Work order: Search the listing below for the word "Laurel" and copy each line that holds it.

Dataset records:
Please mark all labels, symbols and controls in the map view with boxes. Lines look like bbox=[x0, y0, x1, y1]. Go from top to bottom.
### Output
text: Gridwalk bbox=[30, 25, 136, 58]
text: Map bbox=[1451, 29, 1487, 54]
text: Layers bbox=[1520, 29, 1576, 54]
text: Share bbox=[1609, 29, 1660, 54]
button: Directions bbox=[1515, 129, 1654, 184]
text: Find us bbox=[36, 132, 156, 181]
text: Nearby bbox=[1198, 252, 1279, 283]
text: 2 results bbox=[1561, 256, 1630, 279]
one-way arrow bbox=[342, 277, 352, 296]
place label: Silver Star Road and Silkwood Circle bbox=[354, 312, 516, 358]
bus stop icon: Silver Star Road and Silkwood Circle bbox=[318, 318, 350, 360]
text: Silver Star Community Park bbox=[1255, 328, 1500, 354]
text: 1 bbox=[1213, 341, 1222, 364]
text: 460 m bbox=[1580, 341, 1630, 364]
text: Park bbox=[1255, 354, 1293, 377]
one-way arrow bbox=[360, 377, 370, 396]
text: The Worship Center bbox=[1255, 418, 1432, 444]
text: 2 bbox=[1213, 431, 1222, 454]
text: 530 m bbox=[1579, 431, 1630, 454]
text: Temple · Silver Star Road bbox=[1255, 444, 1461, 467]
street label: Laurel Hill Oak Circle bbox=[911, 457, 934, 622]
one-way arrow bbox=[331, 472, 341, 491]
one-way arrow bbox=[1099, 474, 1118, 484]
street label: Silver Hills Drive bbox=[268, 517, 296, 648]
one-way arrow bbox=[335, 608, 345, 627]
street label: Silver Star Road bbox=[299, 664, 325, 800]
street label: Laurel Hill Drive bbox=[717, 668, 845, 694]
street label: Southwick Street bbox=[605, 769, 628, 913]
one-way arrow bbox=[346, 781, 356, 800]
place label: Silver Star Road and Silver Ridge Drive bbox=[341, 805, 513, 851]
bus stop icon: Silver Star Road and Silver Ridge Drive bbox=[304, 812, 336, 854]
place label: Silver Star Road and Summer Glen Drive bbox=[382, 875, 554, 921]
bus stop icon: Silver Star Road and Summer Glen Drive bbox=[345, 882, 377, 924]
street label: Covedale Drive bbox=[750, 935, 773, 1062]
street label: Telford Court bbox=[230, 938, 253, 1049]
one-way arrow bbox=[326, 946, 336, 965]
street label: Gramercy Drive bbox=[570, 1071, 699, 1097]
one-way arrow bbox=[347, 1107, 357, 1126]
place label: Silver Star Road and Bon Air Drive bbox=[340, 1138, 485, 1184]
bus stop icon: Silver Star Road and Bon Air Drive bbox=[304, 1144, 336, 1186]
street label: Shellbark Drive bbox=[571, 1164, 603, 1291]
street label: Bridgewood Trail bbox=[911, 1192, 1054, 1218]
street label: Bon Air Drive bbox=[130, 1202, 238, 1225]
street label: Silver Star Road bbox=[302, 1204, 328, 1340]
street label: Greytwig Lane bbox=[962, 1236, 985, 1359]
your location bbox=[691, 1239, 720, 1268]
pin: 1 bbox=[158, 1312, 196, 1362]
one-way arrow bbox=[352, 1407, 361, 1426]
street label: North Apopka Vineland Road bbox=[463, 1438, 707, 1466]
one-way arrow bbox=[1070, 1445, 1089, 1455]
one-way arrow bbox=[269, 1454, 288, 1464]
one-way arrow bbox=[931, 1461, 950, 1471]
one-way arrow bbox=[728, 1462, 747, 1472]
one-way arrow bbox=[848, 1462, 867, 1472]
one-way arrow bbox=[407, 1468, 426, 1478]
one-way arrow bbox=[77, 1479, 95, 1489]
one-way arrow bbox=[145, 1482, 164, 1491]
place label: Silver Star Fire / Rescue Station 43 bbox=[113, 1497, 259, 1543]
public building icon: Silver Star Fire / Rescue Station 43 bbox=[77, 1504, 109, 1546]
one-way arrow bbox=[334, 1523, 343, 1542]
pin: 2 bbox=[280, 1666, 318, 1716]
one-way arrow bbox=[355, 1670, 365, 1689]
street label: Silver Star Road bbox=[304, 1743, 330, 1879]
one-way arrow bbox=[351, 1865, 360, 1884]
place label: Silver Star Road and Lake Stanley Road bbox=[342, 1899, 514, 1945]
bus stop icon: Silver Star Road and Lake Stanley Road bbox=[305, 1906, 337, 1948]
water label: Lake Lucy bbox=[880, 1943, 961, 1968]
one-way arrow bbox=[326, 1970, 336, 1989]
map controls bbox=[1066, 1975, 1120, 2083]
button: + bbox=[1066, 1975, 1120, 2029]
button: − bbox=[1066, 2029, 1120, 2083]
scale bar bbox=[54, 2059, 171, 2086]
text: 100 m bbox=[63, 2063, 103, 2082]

Output below:
street label: Laurel Hill Oak Circle bbox=[911, 457, 934, 622]
street label: Laurel Hill Drive bbox=[717, 668, 845, 694]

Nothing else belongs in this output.